TRAVEL
HOW TO SURVIVE FAMILY OLIDAYS
by Jack Whitehall with Hilary and Michael Whitehall (Sphere £18.99, 288 pp)
Winter is coming, nights are drawing in, celebrity autobiographies have started to pile up in bookshops. Most will have been written during lockdown, when there wasn’t anything else to do. Many will be terrible.
Jack Whitehall’s disguised autobiography is, I’m relieved to say, rather better than that.
It’s a book about gruesome family holidays, of which he appears to have experienced more than his fair share. He is still fair-minded and will reply to his father Michael and mother Hilary, who were there in the familiar role of parents.
Jack Whitehall reveals a selection of gruesome family holidays in a new book, which comes after five series of Netflix’s Travels With My Father (pictured)
If the book reads like an incredibly long stand-up routine, that’s probably to be expected. But the surprise is that Jack’s parents give as good as they get, and given just how much they get, for the sin of embarrassing Jack serially over several decades, that’s pretty good. It’s at times a screamingly funny book.
Michael is, of course, best known as Jack’s travelling companion on five series of Netflix’s Travels With My Father. He’s grumpy, he hates foreigners (and foreign food) and wears a suit and a tie even when it’s 90 degrees in the shade. He was a theatre agent for many years and later a producer. His clients included Edward Fox, Judi dench, Colin Firth, and Daniel Day-Lewis.
On the surface, father and child are very different types. You can start packing your suitcases in advance. Jack says he has ‘always packed with the haste of an adulterer who’s heard the crunch of a husband’s footsteps on the gravel drive’, whereas his father ‘packs like a 19th-century viceroy heading off to the Raj for a couple of years’.
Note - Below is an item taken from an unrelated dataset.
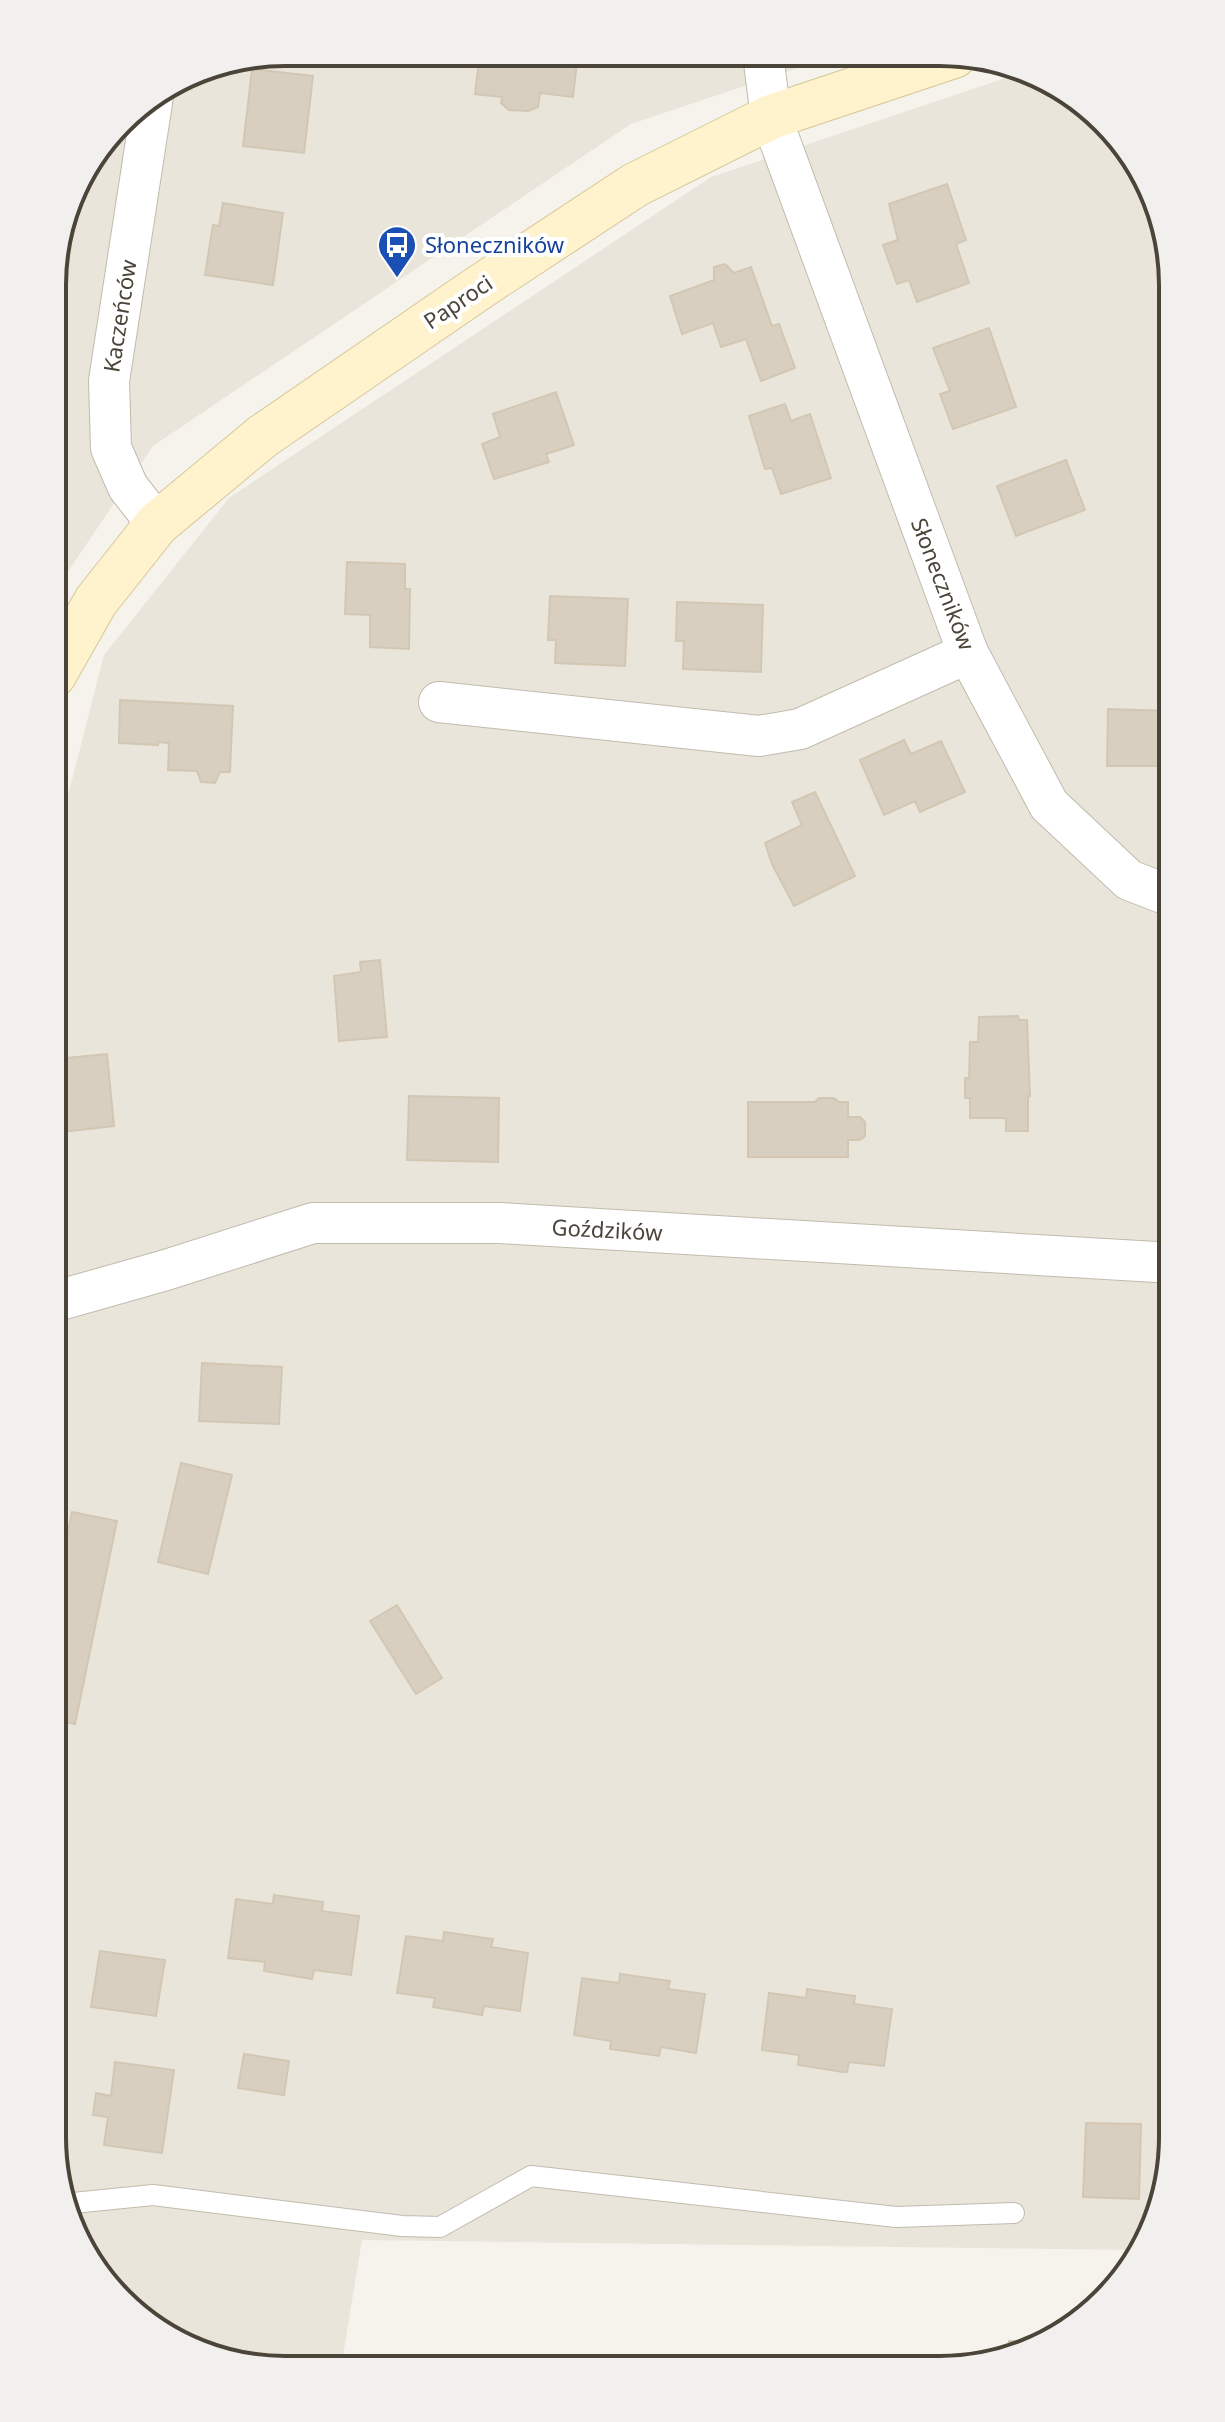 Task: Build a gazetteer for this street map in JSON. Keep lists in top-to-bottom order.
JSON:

When his mother packs for them, when they are heading off to make one of their travel films, she packs ‘medicines for every eventuality, including bug repellents, painkillers, indigestion remedies for when I force my father off-piste menu-wise and anti-chafing cream.
‘I don’t care how desperate Daddy gets, I’m not applying that!’ says Jack.
But it’s not just far-flung lands you need to be medically prepared for. Even a short hop across the channel can pose danger. ‘My father’s stomach kicking off in the Cote d’Azur was no laughing matter. It was great to see a French doctor try to explain to my father in broken English what suppository medication meant.
Jack describes his father (pictured) as a moaner and humbug while his mother Hilary is a less prominent presence in his book
‘He then spent the rest of the trip pondering out loud why the French were so obsessed with putting medicine up their bottoms, concluding that it was probably to keep their mouths free for smoking.’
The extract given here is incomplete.